I am still realing from last nights Richmond debut of "The Little Dog Laughed". Since I am not reviewing it for anyone I am free to share my thoughts with you:

Bruce Miller and Phil Whiteway should be applauded for choosing this play. It is gutsy, funny and sure to be controversial in this conservative berg. It was everything theatre should be. Well produced. Well directed. Well acted. Very well written. Funny, smart, tender, poignient, exciting. It is the type of play that many of us hunger for in Richmond and can usually only find produced at the Firehouse Theatre or by Triangle Players.

Douglas Carter Beane (who is adorably boyish and mussed in person) adeptly provides a commentary on the manipulative nature or Hollywood on art, actors and the general public. He uses the case of the utter distruction of Truman Capote's "Breakfast At Tiffany's" from the brilliant novella to "safe" film as his running theme while telling the tale of a gay actor, his manipulative agent and the destruction of another work of art dealing with a gay theme. Although the story of the gay male lovers is the focal point, the female characters of the play really move the story along.

But Blah, Blah, Blah ...I linger too long on the plot. Why do you really need to see this play? It is incredibly well written! There is enough running theme, good characters and controversy to keep anyone happy.
Susan Sanford is AMAZING as the hardboiled yet studiously soft talent agent, Diane. She is the "Cat" fiddling the story and the characters into place. You can feel that this woman is a ring master and is really running this show from the first moment the audience is introduced to her- all glammed and standing on "the" red carpet delivering a brilliant monolog that sets the tone and "Breakfast at Tiffany's" relationship.

Eventhough there is not much chemistry between the two male actors, Matt Hackman and John Kenneth DeBoer, they both put in very fine performances. Hackman and DeBoer are new to the Barksdale stage and the fresh faces were a risk well taken.

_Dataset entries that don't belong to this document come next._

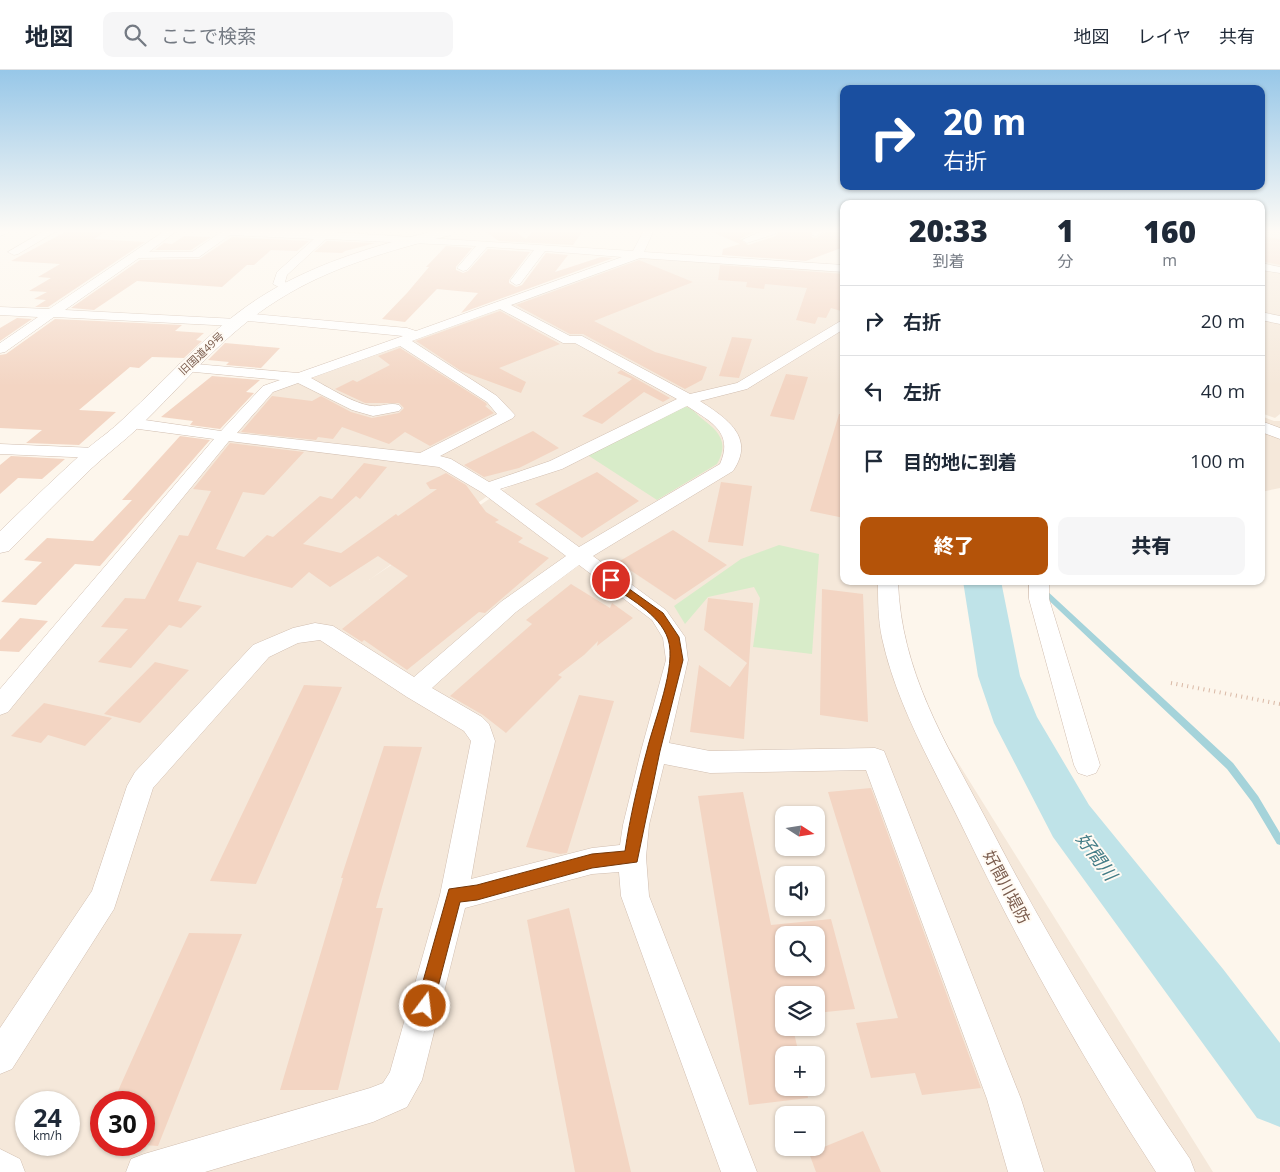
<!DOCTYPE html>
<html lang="ja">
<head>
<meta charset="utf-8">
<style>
	body { margin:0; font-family:"Open Sans","Noto Sans JP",sans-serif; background:#f6f6f7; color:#1f2937; height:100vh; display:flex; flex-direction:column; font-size:19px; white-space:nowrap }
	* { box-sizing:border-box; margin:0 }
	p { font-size:16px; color:#747a83 }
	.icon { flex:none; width:28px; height:28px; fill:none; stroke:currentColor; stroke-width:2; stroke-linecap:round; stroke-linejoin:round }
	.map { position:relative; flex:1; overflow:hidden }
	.sheet { position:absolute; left:840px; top:130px; width:425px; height:385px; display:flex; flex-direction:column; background:#fff; border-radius:10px; box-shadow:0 1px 4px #0004 }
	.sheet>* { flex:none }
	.guide { position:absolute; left:840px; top:15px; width:425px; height:105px; border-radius:10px; box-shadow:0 1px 4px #0004; background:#1a4fa0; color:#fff; overflow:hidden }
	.needle { width:32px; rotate:102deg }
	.controls { position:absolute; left:775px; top:736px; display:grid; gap:10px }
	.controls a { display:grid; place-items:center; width:50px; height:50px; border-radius:10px; background:#fff; box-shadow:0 1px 4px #0004; font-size:25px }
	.speed { position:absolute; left:15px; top:1021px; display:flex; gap:10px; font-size:25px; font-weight:700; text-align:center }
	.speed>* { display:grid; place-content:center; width:65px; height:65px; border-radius:50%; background:#fff; box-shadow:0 1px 4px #0004; line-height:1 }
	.speed small { font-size:12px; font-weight:400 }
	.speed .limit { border:8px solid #d22; background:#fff; color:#111 }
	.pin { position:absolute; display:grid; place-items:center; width:42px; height:42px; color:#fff; margin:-21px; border:2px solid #fff; border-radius:50%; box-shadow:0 1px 5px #0007 }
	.me { position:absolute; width:55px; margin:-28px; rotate:15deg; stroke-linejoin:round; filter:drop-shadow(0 0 4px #0008) }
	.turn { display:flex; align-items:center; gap:18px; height:105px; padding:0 20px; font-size:22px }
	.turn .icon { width:65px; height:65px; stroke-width:2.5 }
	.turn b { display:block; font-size:35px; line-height:42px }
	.eta { display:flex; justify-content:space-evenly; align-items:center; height:85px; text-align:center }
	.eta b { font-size:30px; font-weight:800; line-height:35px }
	.button { display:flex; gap:10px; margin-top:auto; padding:10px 20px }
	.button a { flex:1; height:58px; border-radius:10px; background:#b45309; color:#fff; font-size:20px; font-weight:800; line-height:58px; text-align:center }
	.button a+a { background:#f6f6f7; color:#1f2937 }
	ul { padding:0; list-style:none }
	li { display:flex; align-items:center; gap:15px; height:70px; padding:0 20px; border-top:1px solid #e0e1e3 }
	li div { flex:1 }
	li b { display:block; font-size:19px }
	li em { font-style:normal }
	header { display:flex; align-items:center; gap:30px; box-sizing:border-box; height:70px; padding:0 25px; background:#fff; border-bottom:1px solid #e0e1e3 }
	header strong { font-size:24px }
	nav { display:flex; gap:28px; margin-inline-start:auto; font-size:18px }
	.search { width:350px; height:45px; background:#f6f6f7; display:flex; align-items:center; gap:12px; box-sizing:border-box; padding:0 18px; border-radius:10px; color:#747a83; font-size:19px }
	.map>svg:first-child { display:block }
	.residential { fill:#f5e8da; fill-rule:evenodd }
	.green { fill:#d8ecc9 }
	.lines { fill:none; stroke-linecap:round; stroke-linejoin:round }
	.stream { fill:#a5d3da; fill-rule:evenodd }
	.river { fill:#bfe3e8; fill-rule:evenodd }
	.building { fill:#f3d5c3; fill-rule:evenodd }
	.minor-casing { stroke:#d1beb0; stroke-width:1 }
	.tertiary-casing { stroke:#d1beb0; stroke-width:1 }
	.path { stroke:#d9b8a5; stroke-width:4; stroke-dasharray:1 4.5; stroke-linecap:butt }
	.minor { fill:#fff; fill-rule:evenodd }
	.tertiary { fill:#fff; fill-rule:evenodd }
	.route { fill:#b45309; stroke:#753606 }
	.labels { text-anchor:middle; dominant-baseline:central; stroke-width:4; stroke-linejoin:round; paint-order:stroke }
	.far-street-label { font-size:11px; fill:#7a5c4d; stroke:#fffaf3 }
	.near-street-label { font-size:16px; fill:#7a5c4d; stroke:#fffaf3 }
	.near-water-label { font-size:18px; font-style:italic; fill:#437c86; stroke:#fffaf3 }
</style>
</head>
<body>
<header>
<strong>地図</strong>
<div class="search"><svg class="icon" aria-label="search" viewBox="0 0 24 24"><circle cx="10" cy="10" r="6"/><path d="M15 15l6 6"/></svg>ここで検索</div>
<nav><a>地図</a><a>レイヤ</a><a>共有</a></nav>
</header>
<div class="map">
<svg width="1280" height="1102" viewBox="0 0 1280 1102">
	<rect width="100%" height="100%" fill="#fdf6ec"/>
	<path class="residential" d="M1261,162H1280V344L1275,348L1261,343Z
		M639,185L844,198V511H894L909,614L1213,1102H0V642L268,317ZM535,404L501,421L369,510L496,420ZM784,745H816V778H784ZM784,805H816V838H784ZM784,865H816V898H784ZM784,925H816V958H784ZM784,985H816V1018H784ZM26,1032H69V1075H26ZM101,1032H144V1075H101ZM784,1045H816V1078H784Z
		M1261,346L1274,351H1280V418L1261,422Z"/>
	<path class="green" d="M683,336C690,337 695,342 700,347C718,361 730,371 717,394L657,430L586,384Z
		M779,475L819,484L812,584L753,577L760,528L754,517L708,527L685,554L674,536L741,489Z"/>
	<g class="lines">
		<path class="stream" d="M1041,519H1045L1233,693L1258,726L1280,763V775L1277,774L1252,732L1227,699L1041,523L1040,521Z"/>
		<path class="river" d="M963,511H1001L1020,606L1037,647L1089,735L1223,899L1280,973V1057L1257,1048L1053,767L994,653L978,606Z"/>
	</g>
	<path class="building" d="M65,162H105L94,169L145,172L48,237H35L46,230L34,229L47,222L29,221L51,208L38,207L60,194L11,191Z
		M486,162H516L526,169L532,162H582L573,175L499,171Z
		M712,162H755L740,169L748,175L776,166L778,162H809L812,167L816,168L826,162H844V177L806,191L722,185L723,179L740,174Z
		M184,166L211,167L191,180H155L164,173L172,174Z
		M1261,166L1280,169V195L1261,191Z
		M232,167L309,171L297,181L271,180L254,195H247L222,217L137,211L94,240L71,238L140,190L199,189Z
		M327,171L375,173L345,181L342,183L314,182Z
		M446,176L472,178L456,197V200L463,203L468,201L488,179L530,182L509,210V213L516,217L522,215L546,183L568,185L555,202L601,187L613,188L461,243L478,223L437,219L405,252L382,249L407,223L429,197H426Z
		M639,190L693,212L594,251L655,282L707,297L702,310L685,319L583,264H570L516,235Z
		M720,195L844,204V242L831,238L826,248L818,247L815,254L796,250L807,218L765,214L764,219L746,217L747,212L718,210Z
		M500,241L560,274L499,298L526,312L521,323L461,301L416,271Z
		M17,248L32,249L0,271V258Z
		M55,249L182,255L175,261L204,263L196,270L202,271L184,288L152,287L139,298L130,297L79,340L116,342L79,375L26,373L42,360L0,358V285L6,284Z
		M732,267L752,269L739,308L719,306Z
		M225,273L280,278L261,298L226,295L229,292L208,290Z
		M400,278L486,333L487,335L485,336L494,343L430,376L405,362L389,374L342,357L333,369L318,367L316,370L241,362L272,326L312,331L321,326L351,342L372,348L399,343L404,338L399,333H365L335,319L353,310L357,312L390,295L378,286Z
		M621,300L670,328L663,332L644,322L602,354L582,346L632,309L617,303Z
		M786,304L808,307L794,350L770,346Z
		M212,306L260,310L246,322L254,323L220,359L190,355L193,351L161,347Z
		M839,344H844V448L810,441Z
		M533,361L559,378L519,398L484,407L464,395Z
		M180,366L210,370L100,496L75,494L36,535L1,532L42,492L24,490L47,468L93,471L132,430H122Z
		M230,373L304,382L264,425L243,422L216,479L244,487L267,465L273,467L320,426L332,429L364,393L387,397L360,429L356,426L303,474L341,483L396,444L398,446L437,419H430L426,413L446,403L466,415L486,442L499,450L495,452L523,468L518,472L549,488L485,543L479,542L407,600L364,570L362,572L342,559L408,506L378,486L330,517L309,502L292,518L197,492L178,531L202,536L181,558L169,555L131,598L98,592L128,559L101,557L125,528L145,529L179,465L188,466L211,421L193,419Z
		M11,386L65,389L42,409L18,408L0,424V395Z
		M597,402L639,431L582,468L535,434Z
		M721,412L752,416L743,476L708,472Z
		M673,460L727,495L675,530L618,492Z
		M571,514L610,538L612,533L633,548L597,576L598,571L584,585L558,605L562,607L506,663L483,645L450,626L532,554L526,550Z
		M822,519L863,524L868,652L820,645Z
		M708,528L753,533L744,669L690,662L699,595L730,617L747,593L704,560Z
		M20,548L48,551L19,582L0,581V570Z
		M155,592L189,600L140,653L104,644Z
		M304,615L342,617L256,814L210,811Z
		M579,625L614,631L567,783L560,784L526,777Z
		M44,633L112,648L85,676L48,665L41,673L11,666Z
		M384,676L422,677L376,838H383L338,1020H280L343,808H341Z
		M871,718L981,1018L922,1025L915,1003L871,1008L856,953L898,948L828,722Z
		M743,722L771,855L831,849L855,939L816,943V925H784V958H793L799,985H784V1018H806L808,1028L749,1035L698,726ZM784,865H816V898H784Z
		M569,838L631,1102H575L527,850Z
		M189,863L242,864L158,1076L144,1075V1032H113Z
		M863,1061L881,1102H816L809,1083Z"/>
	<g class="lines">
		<defs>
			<path id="minor" d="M0,162H10L0,166Z
				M42,162H55L18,184L14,185L8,182Z
				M163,162H175L149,182H192L221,162H333L633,181L643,162H653L644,182L844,195V202L640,188L511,235L570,266H582L690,324L737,313L844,249V259L747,319L700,331C726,348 756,367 733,401L593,486L666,540L685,567L688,590L669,673L710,681L875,678L884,681L1021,1029L1044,1102H1008L987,1029L866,700L710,703L664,694L649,755L646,787L649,826L757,1102H721L621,826L619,802L592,804L465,838L422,1010L407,1037L373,1052L205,1102H126L131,1089L144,1084L370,1018L383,1013L390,1002L440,825L471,671L464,661L407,627L320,570L298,573L269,587L153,718L114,839L12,999L0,1004V958L92,821L127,716L135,702L253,575L293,558L315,553L333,556L414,607L502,531L566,486L481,422L439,397L229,371L8,642L0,645V619L214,369L131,358L125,356L123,353L125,350L131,348L221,361L263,316L280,310L184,301L179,300L177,297L179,294L184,293L298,303L403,266L239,250V255L234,256L54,247L5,282L0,283V273L38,247L0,245V237L49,239ZM230,165L314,169L277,202L273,214L288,222L294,218L285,212L287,205L326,169L476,176L457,198L463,201L467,200L487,177L534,180L510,211L516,215L520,214L545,181L622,187L416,261L407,258L242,243L237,244V249L65,240L139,188L199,187ZM500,239L563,273H575L677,329L550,391L489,412L451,389L440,386L513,348L515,345L497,326L412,271ZM400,276L487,332L497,344L420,383L237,363L273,322L298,313L352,340L373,346L399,341L402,338L399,335C390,332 381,337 372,336C354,334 328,317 311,308ZM687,336C711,352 734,362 720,394L579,477L500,419L562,399ZM579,495L652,550L663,568L666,590L641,681L623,755L620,775L592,778L471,809L495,671L489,654L482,647L432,618L516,542Z
				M760,162H776L775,164L747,173L742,170Z
				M811,162H824L816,166L812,165Z
				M1261,193L1280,197V203L1261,200Z
				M1261,242L1280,246V254L1261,250Z
				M1261,351L1280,358V369L1261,362Z
				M0,374L96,378L102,379L104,383L102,387L96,388L0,384Z
				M878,511H898C901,602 945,671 986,749C1047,867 1115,980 1190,1089L1195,1102H1156C1083,990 1018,873 960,752C931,693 896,633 882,568C878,549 878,530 878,511Z
				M1029,511H1049V529L1100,695L1096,703L1087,706L1078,703L1074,695L1029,529Z
				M0,1079L20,1089L25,1102H0Z"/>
			<path id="tertiary" d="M430,162H453L451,165C391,180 330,197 278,230C223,264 184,314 138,358C123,372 107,384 92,398C64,425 36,453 9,481L0,483V461C29,433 58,405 88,378C100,368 112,360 123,349C170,306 212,256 267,223C317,193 374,176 430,162Z"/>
		</defs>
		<use href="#minor" class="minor-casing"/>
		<use href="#tertiary" class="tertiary-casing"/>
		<path class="path" d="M1171,613L1280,634"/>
		<use href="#minor" class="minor"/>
		<use href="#tertiary" class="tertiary"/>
	</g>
	<linearGradient id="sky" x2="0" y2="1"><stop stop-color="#97c7e8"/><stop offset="0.51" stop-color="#fefbf6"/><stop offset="1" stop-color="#fefbf6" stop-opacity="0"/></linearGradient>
	<rect width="1280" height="316" fill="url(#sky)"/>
	<path class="route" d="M611,506L663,543L679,567L683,590L660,681L637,792L592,798L477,830L460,832L433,936L431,942L425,945L419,942L416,936L449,819L477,815L592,784L625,781C630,747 638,713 647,680C654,651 677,596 668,569C660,544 627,527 607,513L606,510Z"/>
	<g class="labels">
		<g class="far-street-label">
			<text transform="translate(201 283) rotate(-43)">旧国道49号</text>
		</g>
		<g class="near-street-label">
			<text transform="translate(1007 817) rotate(62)">好間川堤防</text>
		</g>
		<g class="near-water-label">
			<text transform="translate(1097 786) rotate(53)">好間川</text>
		</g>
	</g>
</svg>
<div class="controls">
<a><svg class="needle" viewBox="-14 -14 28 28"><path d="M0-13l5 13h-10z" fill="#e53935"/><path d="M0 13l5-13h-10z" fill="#747a83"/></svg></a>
<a><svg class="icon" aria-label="sound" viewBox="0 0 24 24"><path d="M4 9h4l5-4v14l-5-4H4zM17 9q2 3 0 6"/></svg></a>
<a><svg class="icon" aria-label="search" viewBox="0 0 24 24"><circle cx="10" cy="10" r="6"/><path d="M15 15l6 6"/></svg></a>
<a><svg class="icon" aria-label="layers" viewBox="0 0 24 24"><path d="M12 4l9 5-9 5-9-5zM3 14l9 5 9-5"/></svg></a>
<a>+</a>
<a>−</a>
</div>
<div class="speed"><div>24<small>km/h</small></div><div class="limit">30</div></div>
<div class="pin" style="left:611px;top:510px;background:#d93025"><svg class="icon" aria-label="arrive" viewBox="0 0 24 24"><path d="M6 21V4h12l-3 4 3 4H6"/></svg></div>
<svg class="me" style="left:425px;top:936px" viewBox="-20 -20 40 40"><circle r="17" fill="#b45309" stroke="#fff" stroke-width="3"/><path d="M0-11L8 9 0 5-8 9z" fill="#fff"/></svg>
<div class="guide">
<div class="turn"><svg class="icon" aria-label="right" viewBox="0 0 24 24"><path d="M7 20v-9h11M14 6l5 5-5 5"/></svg><div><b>20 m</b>右折</div></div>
</div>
<section class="sheet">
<div class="eta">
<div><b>20:33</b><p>到着</p></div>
<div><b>1</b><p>分</p></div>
<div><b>160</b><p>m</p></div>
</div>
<ul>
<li><svg class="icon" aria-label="right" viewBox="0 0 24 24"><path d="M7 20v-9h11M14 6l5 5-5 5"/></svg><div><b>右折</b></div><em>20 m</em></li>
<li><svg class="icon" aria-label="left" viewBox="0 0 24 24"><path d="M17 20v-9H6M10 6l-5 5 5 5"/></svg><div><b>左折</b></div><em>40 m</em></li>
<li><svg class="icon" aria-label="arrive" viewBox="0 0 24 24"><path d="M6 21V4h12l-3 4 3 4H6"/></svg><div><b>目的地に到着</b></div><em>100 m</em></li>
</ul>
<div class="button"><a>終了</a><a>共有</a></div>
</section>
</div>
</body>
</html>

They were great at getting naked too- none of that awkward wierdness that can happen sometimes when actors take their clothes off and walk around on stage in the buff.
DeBoer was recently wonderful in "Visiting Mr. Green" by Richmond Triangle Players. He has that New York nice bad boy look about him reminiscent Frank Sinatra as Sky Masterson in the movie version of "Guys and Dolls". I overheard someone at intermission commenting on how cute his butt is as well. It just gets better and better doesn't it?

I am very proud of Hackman who, according to his program bio, is a relative newcomer to professional theatre. One would not have known.

Laine Satterfield is fabulous too! She fully fleshes out this already juicy character. Her nuances as the money-driven-looking-for-the-easy-life girl are perfect.

It just all seemed so good and fresh and exciting. Everyone should see this show and bring hundreds of friends. Because it is a production like this that proves top notch theater that can compete anywhere CAN be done here. (I'm not saying we don't have good theatre in Richmond but "The Little Dog Laughed" shows where the bar should be set all the time.) Theatre lovers must support this show to prove that we who live for excellent challenging theatre are here and will support it.

2 comments:

Anonymous said...

Sinatra played Nathan Detroit. Marlon Brando played Sky. 10 seconds on imdb.com, and you could appear to know what you're talking about.

blogva said...

Thanks for correcting me. I am lousy at remembering names.

Please give me points for getting the movie right.